Dataset excerpts:
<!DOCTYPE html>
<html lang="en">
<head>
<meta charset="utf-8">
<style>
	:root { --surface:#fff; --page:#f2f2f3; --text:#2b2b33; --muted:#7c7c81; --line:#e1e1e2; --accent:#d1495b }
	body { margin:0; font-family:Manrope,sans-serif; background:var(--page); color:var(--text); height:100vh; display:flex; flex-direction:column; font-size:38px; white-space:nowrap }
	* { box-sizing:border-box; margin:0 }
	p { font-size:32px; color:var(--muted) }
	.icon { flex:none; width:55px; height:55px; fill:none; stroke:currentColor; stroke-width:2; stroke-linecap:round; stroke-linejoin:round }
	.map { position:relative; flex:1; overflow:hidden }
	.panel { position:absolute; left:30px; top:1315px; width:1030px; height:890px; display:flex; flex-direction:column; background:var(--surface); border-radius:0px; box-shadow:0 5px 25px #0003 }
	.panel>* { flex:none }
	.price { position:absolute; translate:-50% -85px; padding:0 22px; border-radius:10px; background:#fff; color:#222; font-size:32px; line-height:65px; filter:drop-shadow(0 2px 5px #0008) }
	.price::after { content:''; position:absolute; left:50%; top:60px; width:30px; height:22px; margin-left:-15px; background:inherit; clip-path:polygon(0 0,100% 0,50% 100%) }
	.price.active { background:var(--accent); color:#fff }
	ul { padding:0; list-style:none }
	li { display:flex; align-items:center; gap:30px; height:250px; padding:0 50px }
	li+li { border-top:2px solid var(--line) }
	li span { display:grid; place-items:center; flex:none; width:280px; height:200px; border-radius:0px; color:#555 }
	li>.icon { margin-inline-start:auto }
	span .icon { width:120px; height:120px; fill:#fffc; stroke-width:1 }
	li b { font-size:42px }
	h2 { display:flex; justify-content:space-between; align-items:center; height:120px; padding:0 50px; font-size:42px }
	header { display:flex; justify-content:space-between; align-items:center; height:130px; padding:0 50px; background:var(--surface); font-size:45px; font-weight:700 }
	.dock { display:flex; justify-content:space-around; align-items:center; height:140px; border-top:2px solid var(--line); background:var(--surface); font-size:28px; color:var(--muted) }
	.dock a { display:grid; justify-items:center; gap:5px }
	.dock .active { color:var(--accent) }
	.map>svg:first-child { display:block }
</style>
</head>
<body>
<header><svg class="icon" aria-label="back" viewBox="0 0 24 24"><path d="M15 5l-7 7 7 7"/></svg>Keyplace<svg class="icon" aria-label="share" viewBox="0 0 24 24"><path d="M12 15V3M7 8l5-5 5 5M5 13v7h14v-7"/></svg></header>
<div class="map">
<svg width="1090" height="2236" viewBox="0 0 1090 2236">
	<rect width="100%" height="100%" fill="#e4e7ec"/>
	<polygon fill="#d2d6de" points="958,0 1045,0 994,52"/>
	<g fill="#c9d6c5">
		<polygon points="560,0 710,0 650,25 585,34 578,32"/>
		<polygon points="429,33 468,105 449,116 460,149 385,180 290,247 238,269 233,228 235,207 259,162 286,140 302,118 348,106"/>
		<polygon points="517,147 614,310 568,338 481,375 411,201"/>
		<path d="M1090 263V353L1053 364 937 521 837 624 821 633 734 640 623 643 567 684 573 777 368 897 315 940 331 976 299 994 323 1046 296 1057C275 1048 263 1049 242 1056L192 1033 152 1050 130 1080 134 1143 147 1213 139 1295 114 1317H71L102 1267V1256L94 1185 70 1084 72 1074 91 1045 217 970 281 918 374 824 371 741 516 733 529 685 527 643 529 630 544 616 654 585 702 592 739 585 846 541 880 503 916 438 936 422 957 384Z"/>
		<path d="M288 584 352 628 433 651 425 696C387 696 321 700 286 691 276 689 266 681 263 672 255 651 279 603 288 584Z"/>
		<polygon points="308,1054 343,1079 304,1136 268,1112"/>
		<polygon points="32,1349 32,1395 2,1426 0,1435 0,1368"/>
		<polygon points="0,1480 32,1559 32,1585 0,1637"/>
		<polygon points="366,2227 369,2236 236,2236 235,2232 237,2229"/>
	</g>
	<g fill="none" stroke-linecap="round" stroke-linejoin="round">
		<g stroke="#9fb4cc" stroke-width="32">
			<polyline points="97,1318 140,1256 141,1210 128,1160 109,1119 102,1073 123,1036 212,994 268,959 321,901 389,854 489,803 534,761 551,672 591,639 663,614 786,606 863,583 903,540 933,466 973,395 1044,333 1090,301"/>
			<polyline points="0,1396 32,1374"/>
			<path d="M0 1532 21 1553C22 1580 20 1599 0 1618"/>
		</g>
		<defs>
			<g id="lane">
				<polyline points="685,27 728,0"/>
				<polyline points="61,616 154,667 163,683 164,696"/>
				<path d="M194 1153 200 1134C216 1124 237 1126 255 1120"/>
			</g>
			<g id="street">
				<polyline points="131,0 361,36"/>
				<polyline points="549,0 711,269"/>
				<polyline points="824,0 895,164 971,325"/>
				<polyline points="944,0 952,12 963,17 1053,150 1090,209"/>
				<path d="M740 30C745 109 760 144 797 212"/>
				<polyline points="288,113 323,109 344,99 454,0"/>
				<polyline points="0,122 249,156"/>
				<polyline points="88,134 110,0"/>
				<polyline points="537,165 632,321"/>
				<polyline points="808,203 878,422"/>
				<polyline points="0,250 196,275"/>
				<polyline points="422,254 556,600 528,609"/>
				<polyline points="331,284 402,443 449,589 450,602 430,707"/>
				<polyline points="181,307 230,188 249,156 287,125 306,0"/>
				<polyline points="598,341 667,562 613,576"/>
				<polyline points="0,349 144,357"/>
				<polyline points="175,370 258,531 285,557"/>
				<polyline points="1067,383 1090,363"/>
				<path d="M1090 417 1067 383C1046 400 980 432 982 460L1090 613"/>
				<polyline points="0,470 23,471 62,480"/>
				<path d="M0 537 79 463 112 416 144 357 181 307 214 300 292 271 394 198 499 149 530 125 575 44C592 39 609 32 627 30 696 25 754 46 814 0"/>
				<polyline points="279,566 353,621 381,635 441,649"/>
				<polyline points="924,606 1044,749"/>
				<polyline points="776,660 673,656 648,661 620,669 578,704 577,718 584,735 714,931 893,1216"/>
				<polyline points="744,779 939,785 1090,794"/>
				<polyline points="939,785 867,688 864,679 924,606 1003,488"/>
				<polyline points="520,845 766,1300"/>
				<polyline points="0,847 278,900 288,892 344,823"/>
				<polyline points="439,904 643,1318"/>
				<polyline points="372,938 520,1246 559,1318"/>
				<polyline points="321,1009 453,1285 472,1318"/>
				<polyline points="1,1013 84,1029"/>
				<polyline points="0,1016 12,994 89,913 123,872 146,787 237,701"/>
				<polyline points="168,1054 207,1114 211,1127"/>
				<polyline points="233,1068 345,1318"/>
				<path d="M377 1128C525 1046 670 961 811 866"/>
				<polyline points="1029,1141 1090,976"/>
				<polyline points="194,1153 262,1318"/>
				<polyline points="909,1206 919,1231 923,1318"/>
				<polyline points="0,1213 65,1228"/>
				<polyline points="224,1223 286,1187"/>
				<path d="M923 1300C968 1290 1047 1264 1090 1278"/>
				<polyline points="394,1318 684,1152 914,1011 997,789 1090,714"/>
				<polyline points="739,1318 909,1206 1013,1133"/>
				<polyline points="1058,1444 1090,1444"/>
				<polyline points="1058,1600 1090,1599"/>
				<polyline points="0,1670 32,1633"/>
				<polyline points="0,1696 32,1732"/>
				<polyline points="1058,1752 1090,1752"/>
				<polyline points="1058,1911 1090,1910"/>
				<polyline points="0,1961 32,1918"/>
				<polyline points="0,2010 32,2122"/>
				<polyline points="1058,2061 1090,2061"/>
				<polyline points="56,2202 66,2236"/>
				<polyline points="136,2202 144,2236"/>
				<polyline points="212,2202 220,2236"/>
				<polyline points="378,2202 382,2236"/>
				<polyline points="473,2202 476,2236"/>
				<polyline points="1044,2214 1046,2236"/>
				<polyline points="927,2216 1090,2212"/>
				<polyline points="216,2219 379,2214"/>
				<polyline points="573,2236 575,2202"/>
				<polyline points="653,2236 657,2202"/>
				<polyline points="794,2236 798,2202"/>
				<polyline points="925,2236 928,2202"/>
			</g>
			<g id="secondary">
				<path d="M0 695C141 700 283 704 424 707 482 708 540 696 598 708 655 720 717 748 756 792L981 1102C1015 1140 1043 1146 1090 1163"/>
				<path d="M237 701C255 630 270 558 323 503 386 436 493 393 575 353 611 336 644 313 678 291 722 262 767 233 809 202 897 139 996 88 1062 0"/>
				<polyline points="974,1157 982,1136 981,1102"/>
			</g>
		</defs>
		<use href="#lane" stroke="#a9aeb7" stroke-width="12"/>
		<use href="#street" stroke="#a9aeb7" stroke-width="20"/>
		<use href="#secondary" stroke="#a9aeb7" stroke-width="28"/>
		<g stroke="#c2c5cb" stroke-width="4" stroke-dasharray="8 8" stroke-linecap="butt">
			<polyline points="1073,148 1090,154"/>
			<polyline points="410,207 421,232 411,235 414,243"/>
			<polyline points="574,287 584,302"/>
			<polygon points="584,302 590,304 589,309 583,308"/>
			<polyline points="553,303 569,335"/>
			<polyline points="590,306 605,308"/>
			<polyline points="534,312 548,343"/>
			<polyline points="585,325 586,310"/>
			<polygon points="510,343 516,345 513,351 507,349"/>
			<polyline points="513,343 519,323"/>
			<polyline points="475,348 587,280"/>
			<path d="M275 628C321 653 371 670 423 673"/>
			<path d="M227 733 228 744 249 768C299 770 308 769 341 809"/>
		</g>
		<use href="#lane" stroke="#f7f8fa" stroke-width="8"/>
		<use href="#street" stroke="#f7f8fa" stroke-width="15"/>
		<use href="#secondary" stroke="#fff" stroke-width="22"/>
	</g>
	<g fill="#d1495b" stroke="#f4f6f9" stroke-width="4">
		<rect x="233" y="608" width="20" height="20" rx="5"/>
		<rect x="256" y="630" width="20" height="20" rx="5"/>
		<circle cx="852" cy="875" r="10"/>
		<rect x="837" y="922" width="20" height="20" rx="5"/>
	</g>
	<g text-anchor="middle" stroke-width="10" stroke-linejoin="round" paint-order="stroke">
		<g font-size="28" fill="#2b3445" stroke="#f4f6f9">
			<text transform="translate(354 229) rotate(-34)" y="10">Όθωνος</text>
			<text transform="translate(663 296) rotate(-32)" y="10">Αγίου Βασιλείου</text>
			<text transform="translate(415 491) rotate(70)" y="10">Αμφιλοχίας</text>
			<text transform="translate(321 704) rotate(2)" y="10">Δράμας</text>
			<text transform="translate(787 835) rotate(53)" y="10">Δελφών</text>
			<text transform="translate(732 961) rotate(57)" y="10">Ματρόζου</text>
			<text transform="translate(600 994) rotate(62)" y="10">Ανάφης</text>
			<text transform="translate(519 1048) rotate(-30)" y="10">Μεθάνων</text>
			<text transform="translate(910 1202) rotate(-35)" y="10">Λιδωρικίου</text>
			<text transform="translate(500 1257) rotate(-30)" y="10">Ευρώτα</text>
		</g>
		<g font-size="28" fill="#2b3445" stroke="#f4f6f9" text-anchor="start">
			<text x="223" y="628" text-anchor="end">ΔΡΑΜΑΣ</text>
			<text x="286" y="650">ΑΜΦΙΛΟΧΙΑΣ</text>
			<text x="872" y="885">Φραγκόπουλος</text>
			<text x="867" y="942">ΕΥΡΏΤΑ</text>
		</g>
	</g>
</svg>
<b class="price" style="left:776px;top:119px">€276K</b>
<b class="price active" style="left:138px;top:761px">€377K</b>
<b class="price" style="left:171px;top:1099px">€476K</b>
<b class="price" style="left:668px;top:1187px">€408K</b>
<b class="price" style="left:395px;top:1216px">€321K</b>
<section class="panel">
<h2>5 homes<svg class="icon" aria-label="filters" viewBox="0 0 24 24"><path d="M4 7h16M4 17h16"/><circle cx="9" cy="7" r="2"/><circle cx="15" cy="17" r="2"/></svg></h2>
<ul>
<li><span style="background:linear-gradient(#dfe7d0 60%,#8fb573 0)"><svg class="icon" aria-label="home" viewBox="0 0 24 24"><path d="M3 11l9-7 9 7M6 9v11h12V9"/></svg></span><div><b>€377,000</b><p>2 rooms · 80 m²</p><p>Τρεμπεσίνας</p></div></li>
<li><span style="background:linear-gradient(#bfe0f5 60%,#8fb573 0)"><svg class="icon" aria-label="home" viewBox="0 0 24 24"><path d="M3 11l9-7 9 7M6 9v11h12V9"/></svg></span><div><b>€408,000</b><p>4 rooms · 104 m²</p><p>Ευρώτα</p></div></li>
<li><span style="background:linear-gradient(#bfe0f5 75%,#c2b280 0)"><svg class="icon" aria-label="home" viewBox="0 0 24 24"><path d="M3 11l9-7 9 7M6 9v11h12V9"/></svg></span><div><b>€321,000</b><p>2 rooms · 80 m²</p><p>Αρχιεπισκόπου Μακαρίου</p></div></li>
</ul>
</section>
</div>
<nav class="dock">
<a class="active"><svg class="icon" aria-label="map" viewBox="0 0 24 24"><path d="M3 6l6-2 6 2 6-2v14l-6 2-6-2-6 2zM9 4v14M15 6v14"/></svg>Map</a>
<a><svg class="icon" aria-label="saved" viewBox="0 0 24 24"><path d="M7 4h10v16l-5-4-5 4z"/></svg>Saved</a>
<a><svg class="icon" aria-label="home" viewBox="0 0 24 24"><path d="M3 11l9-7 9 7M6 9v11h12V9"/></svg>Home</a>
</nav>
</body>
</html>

Work to complete: Give back, word for word, only the lines above from the line holding "position:relative; flex:1; overflow:hidden" to the line holding "justify-content:space-between; align-items:center; height:130px;", both included.

Written reply:
	.map { position:relative; flex:1; overflow:hidden }
	.panel { position:absolute; left:30px; top:1315px; width:1030px; height:890px; display:flex; flex-direction:column; background:var(--surface); border-radius:0px; box-shadow:0 5px 25px #0003 }
	.panel>* { flex:none }
	.price { position:absolute; translate:-50% -85px; padding:0 22px; border-radius:10px; background:#fff; color:#222; font-size:32px; line-height:65px; filter:drop-shadow(0 2px 5px #0008) }
	.price::after { content:''; position:absolute; left:50%; top:60px; width:30px; height:22px; margin-left:-15px; background:inherit; clip-path:polygon(0 0,100% 0,50% 100%) }
	.price.active { background:var(--accent); color:#fff }
	ul { padding:0; list-style:none }
	li { display:flex; align-items:center; gap:30px; height:250px; padding:0 50px }
	li+li { border-top:2px solid var(--line) }
	li span { display:grid; place-items:center; flex:none; width:280px; height:200px; border-radius:0px; color:#555 }
	li>.icon { margin-inline-start:auto }
	span .icon { width:120px; height:120px; fill:#fffc; stroke-width:1 }
	li b { font-size:42px }
	h2 { display:flex; justify-content:space-between; align-items:center; height:120px; padding:0 50px; font-size:42px }
	header { display:flex; justify-content:space-between; align-items:center; height:130px; padding:0 50px; background:var(--surface); font-size:45px; font-weight:700 }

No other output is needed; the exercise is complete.